[What the task requires]
Among the records below, find the lines that contain "image" and copy each of them.

[Provided records]
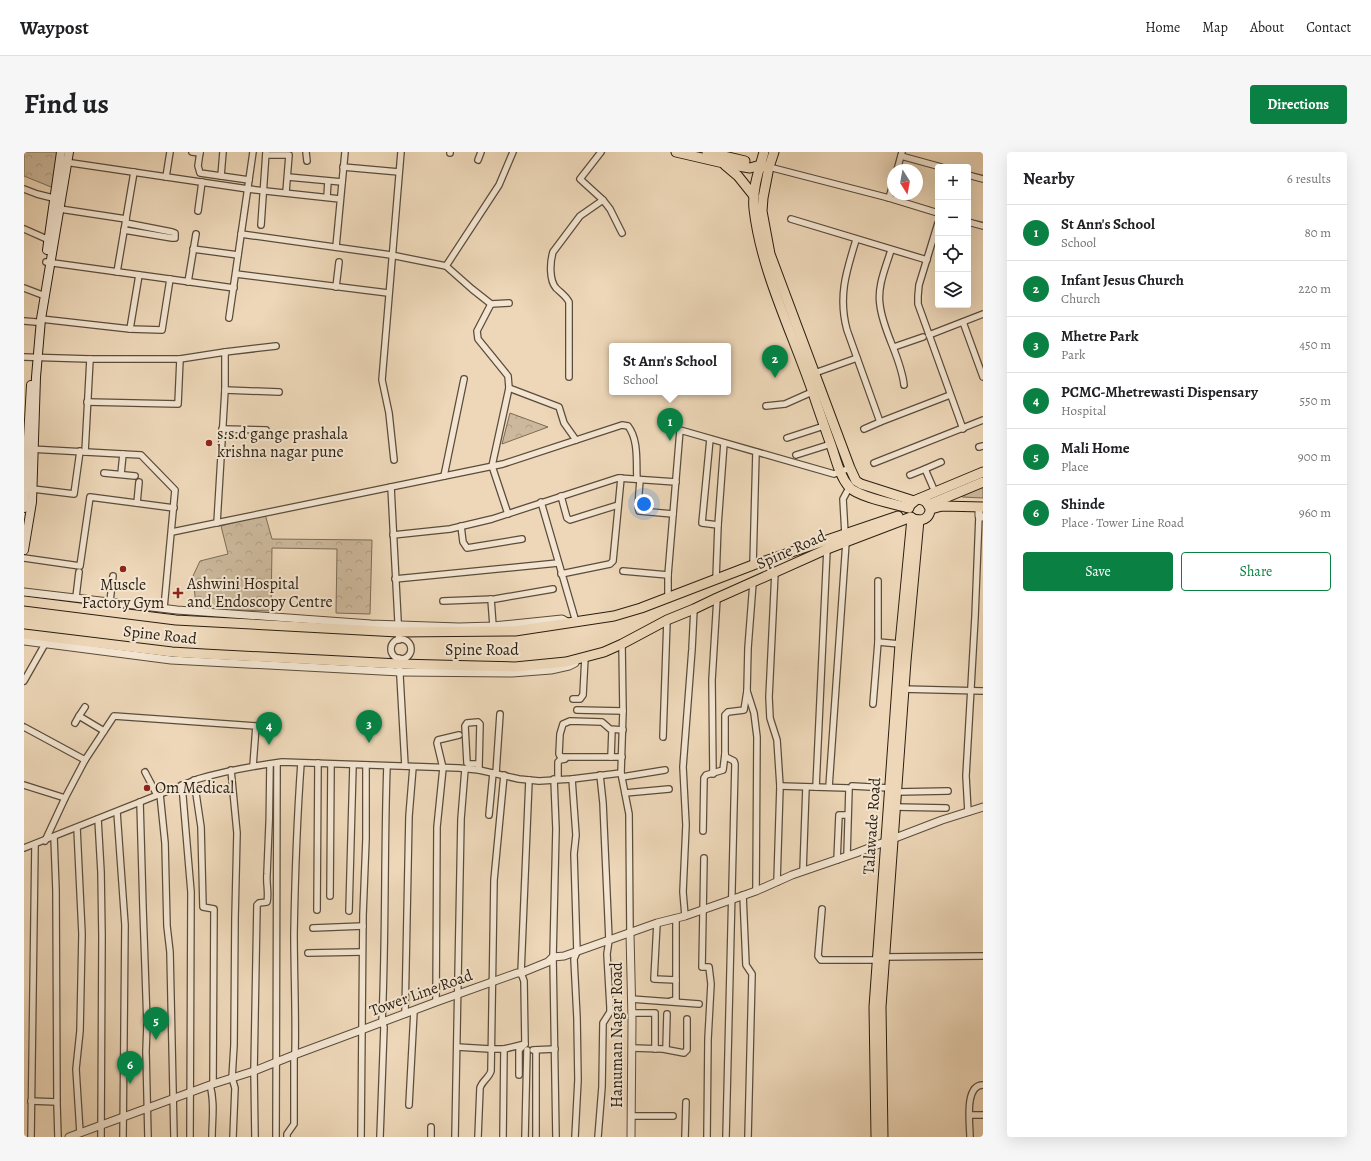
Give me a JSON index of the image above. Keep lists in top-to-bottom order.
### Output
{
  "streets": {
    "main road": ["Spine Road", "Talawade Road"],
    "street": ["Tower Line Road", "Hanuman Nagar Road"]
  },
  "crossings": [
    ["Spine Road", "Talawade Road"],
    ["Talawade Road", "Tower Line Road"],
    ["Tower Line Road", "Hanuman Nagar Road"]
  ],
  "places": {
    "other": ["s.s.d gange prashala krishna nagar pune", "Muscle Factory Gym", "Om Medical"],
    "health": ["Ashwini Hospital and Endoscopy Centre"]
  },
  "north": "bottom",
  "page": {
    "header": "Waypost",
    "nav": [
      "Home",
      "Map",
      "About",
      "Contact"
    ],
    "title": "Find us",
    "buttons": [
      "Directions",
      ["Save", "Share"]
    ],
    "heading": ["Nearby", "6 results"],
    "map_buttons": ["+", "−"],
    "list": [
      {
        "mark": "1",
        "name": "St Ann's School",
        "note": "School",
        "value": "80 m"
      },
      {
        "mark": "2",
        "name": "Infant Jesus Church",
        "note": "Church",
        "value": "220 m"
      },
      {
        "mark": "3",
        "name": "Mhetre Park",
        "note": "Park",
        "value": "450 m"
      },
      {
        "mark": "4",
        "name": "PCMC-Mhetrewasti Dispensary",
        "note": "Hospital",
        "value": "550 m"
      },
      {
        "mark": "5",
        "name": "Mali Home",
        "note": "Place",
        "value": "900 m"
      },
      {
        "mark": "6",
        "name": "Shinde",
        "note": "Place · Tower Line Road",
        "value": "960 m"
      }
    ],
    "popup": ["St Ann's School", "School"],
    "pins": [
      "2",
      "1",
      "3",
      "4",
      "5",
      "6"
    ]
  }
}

---

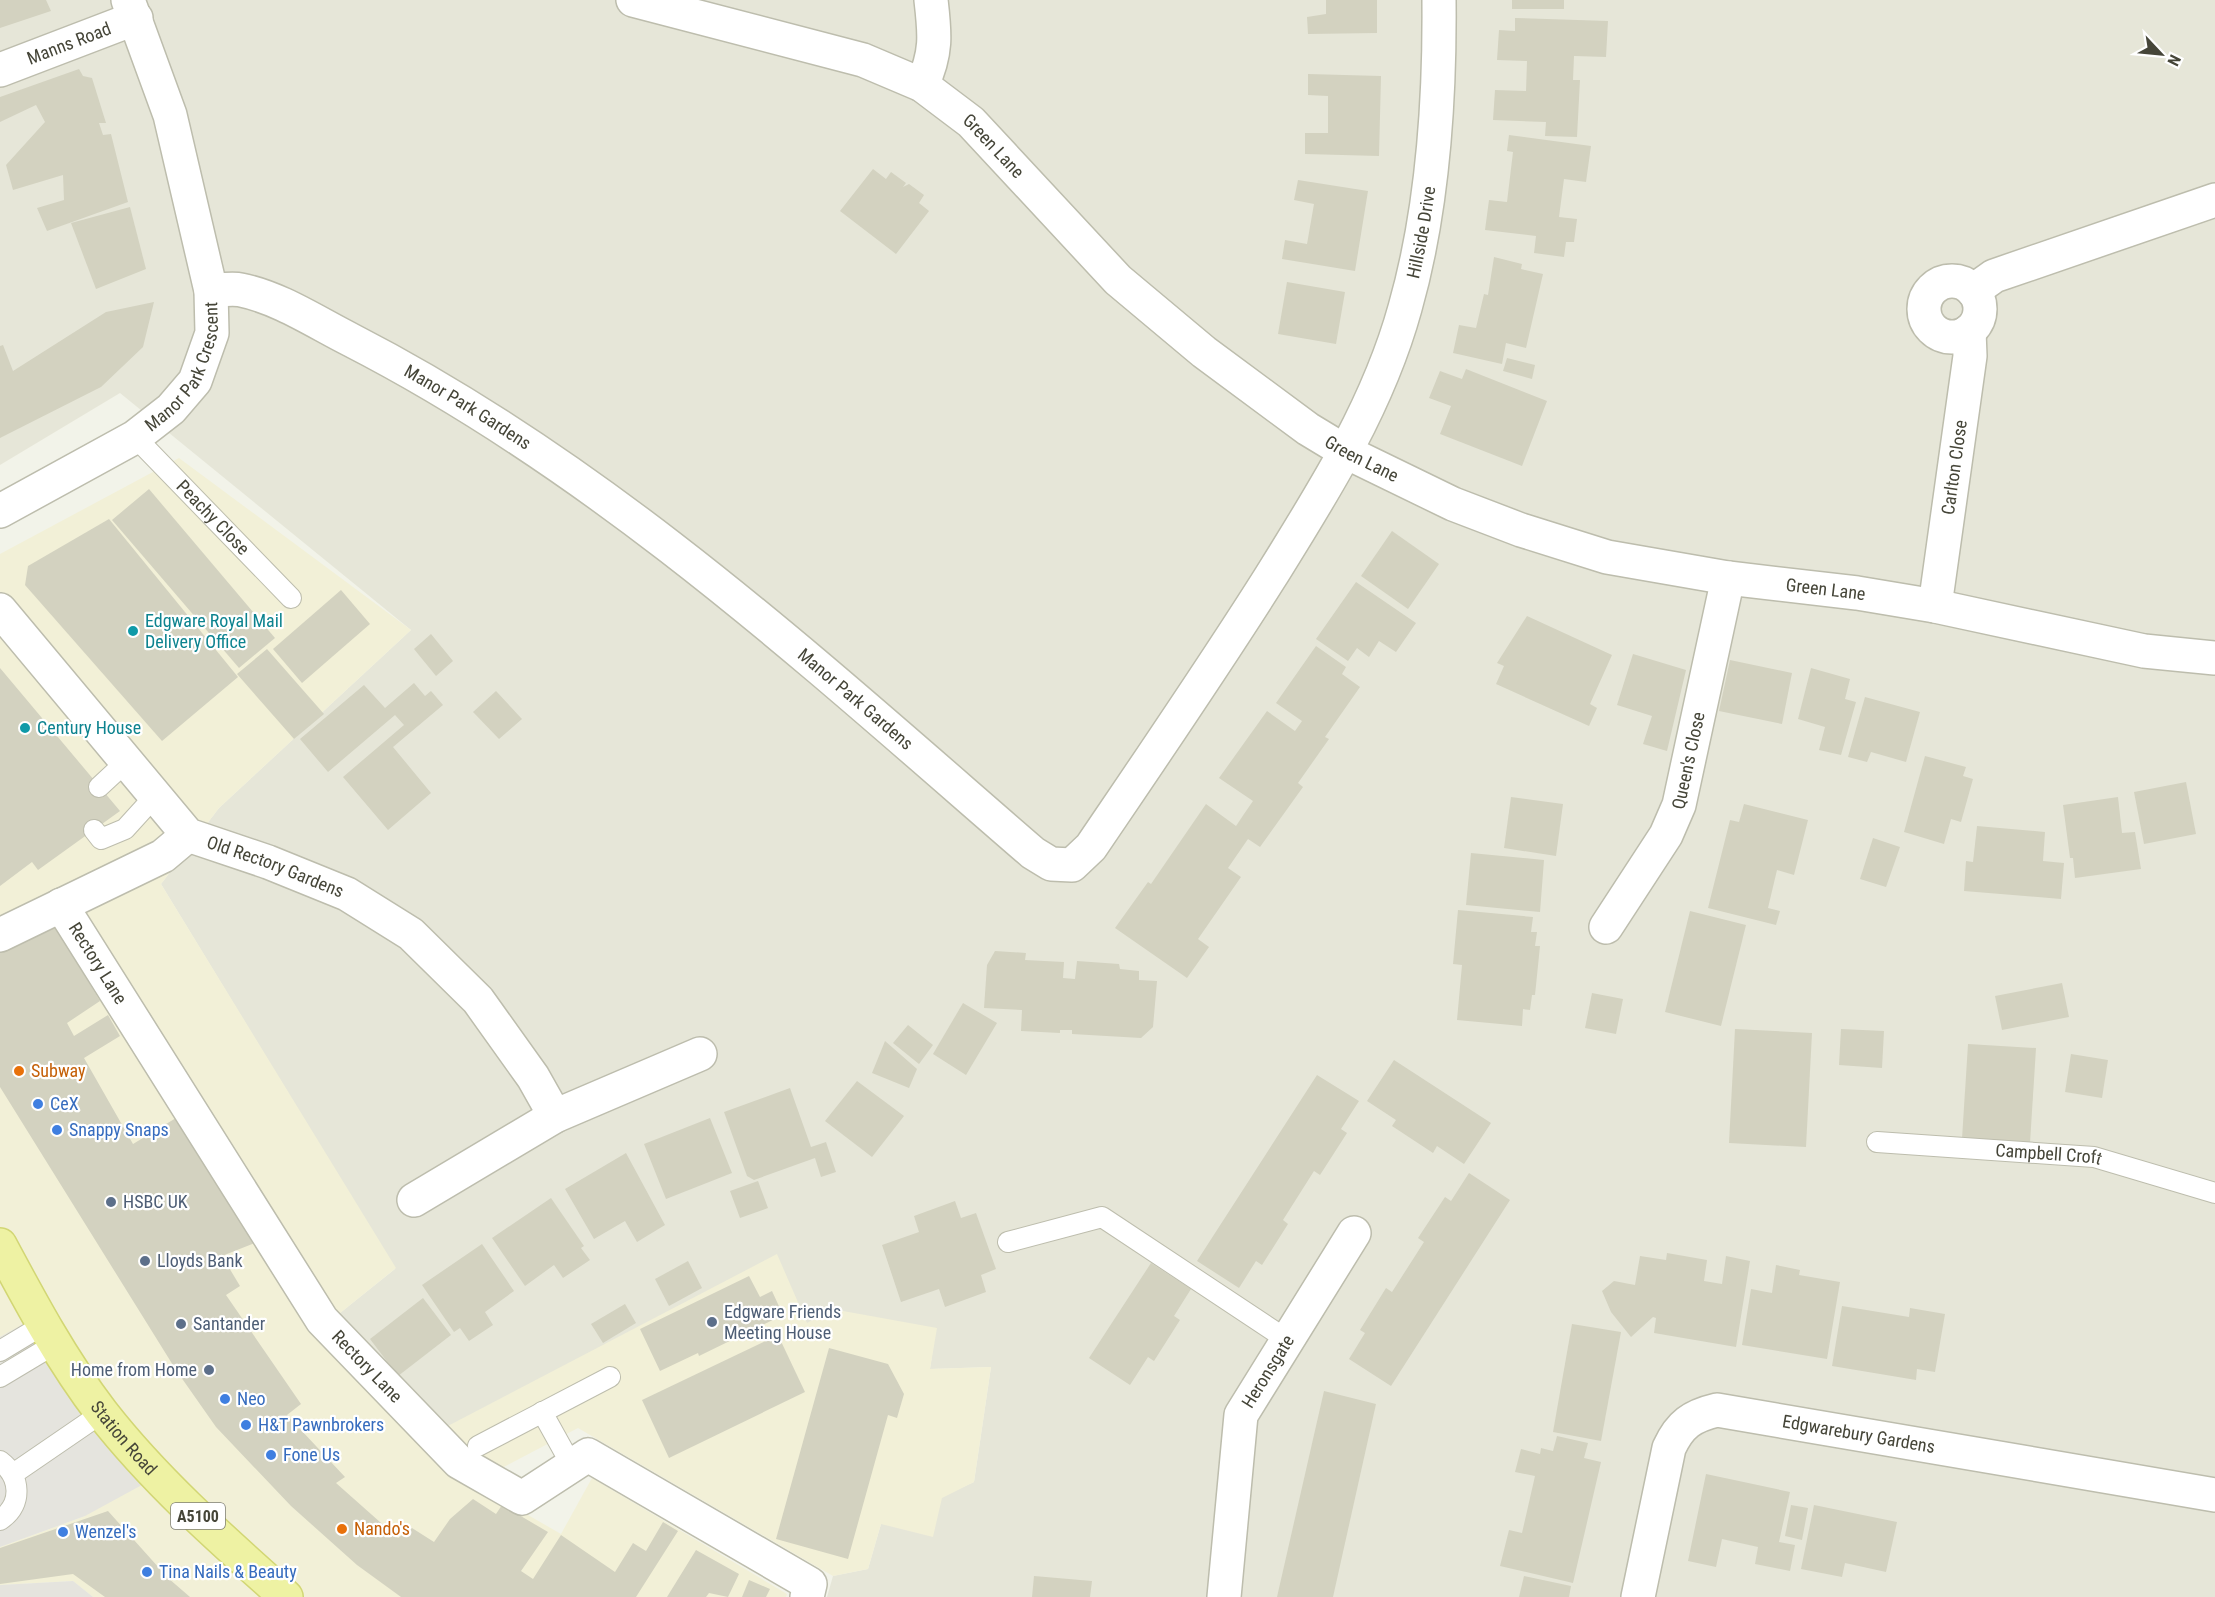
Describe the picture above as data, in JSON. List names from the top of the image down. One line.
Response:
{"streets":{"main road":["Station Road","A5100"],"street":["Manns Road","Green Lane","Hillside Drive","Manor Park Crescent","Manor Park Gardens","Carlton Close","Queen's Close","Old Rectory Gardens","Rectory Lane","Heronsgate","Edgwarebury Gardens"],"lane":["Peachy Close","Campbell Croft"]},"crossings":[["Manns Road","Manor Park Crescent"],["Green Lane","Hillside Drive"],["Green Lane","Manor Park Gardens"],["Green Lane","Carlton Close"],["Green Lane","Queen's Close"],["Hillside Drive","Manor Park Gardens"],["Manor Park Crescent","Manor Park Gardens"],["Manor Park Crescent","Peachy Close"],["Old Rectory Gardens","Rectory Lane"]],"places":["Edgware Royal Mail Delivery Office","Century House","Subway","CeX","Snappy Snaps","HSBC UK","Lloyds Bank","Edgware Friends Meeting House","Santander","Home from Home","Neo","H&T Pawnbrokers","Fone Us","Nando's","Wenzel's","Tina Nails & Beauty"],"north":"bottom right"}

...

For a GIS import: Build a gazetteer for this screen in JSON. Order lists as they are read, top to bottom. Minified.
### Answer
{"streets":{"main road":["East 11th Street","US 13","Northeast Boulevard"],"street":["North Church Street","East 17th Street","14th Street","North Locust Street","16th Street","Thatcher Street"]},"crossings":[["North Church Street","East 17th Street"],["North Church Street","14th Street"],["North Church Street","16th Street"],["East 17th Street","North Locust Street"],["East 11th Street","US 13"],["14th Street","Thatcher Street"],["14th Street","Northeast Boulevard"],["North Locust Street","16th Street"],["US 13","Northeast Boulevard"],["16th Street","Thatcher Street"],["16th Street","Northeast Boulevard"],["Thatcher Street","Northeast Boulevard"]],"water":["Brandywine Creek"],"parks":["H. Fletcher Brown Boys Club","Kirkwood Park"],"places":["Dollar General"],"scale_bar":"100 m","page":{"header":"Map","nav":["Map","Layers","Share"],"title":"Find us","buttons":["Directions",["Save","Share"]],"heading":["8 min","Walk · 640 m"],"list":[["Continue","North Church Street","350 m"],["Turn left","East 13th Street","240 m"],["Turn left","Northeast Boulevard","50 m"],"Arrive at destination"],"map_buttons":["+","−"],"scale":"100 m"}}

[Worked solution]
Give me a JSON index of the image above. Keep lists in top-to-bottom order.
Describe the picture above as data, in JSON. List names from the top of the image down. One line.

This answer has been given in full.